How to Write About Contemporary Art (Williams, 2014) is one of those books I will keep returning to throughout my course. I have skimmed through the book a few times already and will use this page as a record and summary of the points I want to reflect on.
Introduction
- There is no one way to write about art – I think this is important to me, as I have been trying to focus on the “right” way to write and it is more about finding my own personal style.
- Good art-writers read a lot from other people and look at a lot of art – this is something I need to always consider, there is no substitute for seeing lots of other people’s work and reading about it.

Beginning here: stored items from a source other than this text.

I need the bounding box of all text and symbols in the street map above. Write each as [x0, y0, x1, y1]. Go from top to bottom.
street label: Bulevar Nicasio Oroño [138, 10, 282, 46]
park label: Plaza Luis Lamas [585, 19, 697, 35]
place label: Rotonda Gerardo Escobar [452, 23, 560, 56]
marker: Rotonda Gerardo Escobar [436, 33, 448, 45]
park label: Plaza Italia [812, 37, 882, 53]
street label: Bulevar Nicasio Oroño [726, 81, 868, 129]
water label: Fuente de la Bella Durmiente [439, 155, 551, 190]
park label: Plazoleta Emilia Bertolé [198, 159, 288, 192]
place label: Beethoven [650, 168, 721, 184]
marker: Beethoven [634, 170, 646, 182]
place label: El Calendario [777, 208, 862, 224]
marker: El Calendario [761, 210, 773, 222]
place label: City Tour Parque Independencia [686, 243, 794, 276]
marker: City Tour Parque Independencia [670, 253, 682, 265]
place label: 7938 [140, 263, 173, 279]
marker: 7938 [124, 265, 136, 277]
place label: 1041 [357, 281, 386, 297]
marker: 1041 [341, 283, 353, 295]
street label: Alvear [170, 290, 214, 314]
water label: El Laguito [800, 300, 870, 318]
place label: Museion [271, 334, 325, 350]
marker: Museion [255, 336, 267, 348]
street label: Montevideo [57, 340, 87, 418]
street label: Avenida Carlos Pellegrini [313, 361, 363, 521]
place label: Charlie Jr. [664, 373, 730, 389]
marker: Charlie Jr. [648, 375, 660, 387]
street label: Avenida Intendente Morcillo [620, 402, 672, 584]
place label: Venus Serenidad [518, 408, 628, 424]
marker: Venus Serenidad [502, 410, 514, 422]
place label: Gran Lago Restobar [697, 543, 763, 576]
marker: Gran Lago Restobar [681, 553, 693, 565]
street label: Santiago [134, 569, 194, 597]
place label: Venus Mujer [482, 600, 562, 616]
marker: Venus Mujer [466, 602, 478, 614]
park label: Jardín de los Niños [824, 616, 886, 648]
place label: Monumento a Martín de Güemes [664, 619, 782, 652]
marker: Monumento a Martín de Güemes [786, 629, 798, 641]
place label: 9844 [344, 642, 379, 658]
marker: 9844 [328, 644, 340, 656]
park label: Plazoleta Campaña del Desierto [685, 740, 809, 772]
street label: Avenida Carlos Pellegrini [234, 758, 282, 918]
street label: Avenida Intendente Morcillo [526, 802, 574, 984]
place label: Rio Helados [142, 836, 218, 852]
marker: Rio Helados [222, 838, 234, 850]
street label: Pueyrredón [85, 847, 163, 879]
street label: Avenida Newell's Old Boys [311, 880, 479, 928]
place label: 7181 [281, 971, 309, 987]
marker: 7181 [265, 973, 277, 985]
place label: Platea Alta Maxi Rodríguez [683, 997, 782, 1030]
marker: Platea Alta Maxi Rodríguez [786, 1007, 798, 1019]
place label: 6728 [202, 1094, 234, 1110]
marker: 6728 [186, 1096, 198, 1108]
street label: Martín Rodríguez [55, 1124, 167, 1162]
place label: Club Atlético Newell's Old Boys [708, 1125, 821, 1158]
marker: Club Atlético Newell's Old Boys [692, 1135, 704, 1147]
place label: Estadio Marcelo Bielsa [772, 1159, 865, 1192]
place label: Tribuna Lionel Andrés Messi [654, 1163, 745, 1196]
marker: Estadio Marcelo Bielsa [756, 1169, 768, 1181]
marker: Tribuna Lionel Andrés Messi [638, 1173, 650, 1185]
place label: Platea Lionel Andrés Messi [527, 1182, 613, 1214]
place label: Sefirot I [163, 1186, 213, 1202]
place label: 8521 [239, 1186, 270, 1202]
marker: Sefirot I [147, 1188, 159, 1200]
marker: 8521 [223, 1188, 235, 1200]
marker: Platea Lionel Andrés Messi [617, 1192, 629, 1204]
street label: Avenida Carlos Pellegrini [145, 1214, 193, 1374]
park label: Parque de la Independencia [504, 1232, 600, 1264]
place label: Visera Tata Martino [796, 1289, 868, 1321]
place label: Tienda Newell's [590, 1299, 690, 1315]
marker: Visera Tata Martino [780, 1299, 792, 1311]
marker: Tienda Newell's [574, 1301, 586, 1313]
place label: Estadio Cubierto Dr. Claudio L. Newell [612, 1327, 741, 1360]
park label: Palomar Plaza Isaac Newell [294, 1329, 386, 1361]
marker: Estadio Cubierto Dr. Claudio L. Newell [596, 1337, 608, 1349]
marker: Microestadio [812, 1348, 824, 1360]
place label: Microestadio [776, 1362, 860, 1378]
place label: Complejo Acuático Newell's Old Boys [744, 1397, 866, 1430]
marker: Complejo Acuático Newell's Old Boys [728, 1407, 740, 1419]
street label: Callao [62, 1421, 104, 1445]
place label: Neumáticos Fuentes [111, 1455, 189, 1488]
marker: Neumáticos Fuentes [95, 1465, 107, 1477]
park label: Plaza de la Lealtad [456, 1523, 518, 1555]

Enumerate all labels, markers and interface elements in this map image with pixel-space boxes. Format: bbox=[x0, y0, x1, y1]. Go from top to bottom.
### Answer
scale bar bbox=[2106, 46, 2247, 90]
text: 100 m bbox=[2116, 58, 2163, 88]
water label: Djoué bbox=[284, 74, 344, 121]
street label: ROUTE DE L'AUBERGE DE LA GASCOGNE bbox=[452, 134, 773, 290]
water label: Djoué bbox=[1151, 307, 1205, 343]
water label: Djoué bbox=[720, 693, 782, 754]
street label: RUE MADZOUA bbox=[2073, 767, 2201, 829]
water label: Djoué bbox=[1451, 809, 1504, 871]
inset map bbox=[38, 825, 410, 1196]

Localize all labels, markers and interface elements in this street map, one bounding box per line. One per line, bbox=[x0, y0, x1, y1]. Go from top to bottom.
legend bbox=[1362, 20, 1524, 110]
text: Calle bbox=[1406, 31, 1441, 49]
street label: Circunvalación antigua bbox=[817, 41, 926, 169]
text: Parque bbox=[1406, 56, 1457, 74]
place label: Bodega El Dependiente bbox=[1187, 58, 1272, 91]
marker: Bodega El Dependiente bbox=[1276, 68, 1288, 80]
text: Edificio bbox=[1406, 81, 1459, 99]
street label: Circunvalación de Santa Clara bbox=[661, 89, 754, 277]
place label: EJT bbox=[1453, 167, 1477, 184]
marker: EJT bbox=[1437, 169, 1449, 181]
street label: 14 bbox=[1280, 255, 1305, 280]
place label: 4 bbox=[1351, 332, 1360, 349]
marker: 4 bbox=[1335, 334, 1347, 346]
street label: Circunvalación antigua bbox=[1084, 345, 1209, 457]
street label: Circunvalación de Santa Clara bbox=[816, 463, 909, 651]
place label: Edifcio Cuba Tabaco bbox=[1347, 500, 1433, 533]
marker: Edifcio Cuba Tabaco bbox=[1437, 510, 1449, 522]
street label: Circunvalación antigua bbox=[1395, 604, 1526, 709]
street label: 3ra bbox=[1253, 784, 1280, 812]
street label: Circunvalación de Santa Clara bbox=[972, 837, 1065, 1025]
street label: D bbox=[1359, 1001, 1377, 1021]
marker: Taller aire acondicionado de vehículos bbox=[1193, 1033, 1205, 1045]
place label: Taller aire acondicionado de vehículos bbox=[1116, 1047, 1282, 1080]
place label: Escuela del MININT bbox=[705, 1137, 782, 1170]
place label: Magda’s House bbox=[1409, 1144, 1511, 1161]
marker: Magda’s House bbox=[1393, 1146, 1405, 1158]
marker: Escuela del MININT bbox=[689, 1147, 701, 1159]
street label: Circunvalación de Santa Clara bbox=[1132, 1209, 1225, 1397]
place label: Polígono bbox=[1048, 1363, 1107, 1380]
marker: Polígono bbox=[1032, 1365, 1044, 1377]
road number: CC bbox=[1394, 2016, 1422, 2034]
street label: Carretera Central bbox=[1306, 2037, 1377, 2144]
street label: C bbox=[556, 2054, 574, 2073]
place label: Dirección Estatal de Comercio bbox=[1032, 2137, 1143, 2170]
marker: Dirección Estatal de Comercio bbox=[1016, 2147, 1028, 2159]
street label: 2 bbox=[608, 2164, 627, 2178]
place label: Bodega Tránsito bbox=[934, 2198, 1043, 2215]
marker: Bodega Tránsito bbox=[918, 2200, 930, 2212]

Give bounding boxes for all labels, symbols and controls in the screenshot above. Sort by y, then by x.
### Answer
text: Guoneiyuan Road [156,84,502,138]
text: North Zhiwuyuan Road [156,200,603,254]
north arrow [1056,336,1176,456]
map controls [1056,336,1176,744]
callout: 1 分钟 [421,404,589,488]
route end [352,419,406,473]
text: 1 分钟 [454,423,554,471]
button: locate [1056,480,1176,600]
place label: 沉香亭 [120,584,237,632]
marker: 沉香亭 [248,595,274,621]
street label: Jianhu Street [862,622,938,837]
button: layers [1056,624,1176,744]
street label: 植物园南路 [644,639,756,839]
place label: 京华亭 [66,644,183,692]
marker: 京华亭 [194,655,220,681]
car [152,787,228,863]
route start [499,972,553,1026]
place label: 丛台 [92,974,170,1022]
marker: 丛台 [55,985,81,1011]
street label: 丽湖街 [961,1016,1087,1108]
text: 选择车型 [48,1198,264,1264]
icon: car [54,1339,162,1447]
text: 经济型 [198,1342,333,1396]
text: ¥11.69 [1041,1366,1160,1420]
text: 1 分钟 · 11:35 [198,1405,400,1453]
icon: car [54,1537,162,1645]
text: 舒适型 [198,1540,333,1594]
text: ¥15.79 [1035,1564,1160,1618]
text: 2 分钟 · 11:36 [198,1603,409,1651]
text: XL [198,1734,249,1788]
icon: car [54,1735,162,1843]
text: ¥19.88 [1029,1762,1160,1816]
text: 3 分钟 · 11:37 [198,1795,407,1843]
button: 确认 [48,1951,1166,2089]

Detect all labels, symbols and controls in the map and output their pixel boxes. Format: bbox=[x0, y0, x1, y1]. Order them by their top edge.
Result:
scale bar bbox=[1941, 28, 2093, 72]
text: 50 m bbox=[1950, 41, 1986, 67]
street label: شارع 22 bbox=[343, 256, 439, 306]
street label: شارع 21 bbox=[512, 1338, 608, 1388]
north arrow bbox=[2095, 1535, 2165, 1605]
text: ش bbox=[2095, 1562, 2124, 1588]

- Writing about art is difficult – you are taking a visual medium and trying to put it into words. I can’t expect to be perfect immediately and it is okay that things will need redrafting.
To Do:
Write in a clear, well structured and carefully worded way.
Describe art, its meaning and its connection to the world.
Using imaginative vocabulary that is original.
- Love art, enjoy it and that will come across when writing
- Practice (daily if possible)
- Writing helps you understand art
- Edit a lot!
Section 1 – The Job – Why Write About Contemporary Art?
- Writing about art should improve the experience of it. Make the work more enjoyable.
- There are two different aims of text: to explain or to evaluate.
Explaining – contextualises and describes
Evaluating – judges and interprets
- It is important to remember that all texts are opinionated and subjective.
- Contemporary art lead to more than just descriptions using the standards of measure (shape, colour, size etc).
- New words: readymade, abstract art, minimalism (see glossary) were needed to talk about contemporary art.
- I found the section on the history of art-criticism fascinating. “In pre-Revolutionary times an artwork needed chiefly to please king and clergy to acquire validation; artists mostly (but not always) catered to the tastes of these and a few other powerful patrons, whose opinions were the only ones that mattered.“ (Williams, 2014:37). How different this is to today’ society where everyone is a critic!
- Linking to other schools of thought such as structuralism, post-colonialism, feminism, queer theory, gender theory, Marxist theory, psychoanalysis, literary theory.
- The importance of contextualisation:
what the artwork is made of
how it fits in the artist’s lifetime
what has already been said?
events when work was created
Section 2 – The Practice: How to Write About Contemporary Art
- Write only about what you know. Trust yourself, become informed and your texts will improve.
- Write about artists you actually like to begin with so that it feels authentic to any reader.
- There are three main questions to ask yourself:
Q1. What is it?
Keep the description brief and specific. Look for meaningful details
Q2. What might this mean?
Explain where the meaning is in the artwork.
Q3. Why does this matter to the world?
Explain where this piece of art fits in world events and how it might change understanding or opinions.
- Substantiation explains where your ideas come from.
- This can be from factual or historical evidence or on the basis of visual evidence.
- Don’t waffle as it is weak and raises more questions than answers.
- Pay cloe attention to works, what makes them different. How are they similar to other pieces?
- Provide readers with the steps in your thinking.
- Be specific. Add titles and dates, write in the active tense, drop messy adverbs (sort of, kind of).
- Flesh out descriptions.
- When writing, keep the photo in front of you.
- Also conider the gaps where nothing is happening.
- Less is more when it comes to adjectives – one precise adjective has more power than lots of vague ones
- Use interesting verbs.
- Expand your vocabulary.
- Revise at least two drafts.
- Read your text out loud
Section 3 – The Ropes How to Write Contemporary Art Formats
I will return to this section at a later date as it contains very useful information on writing academic pieces.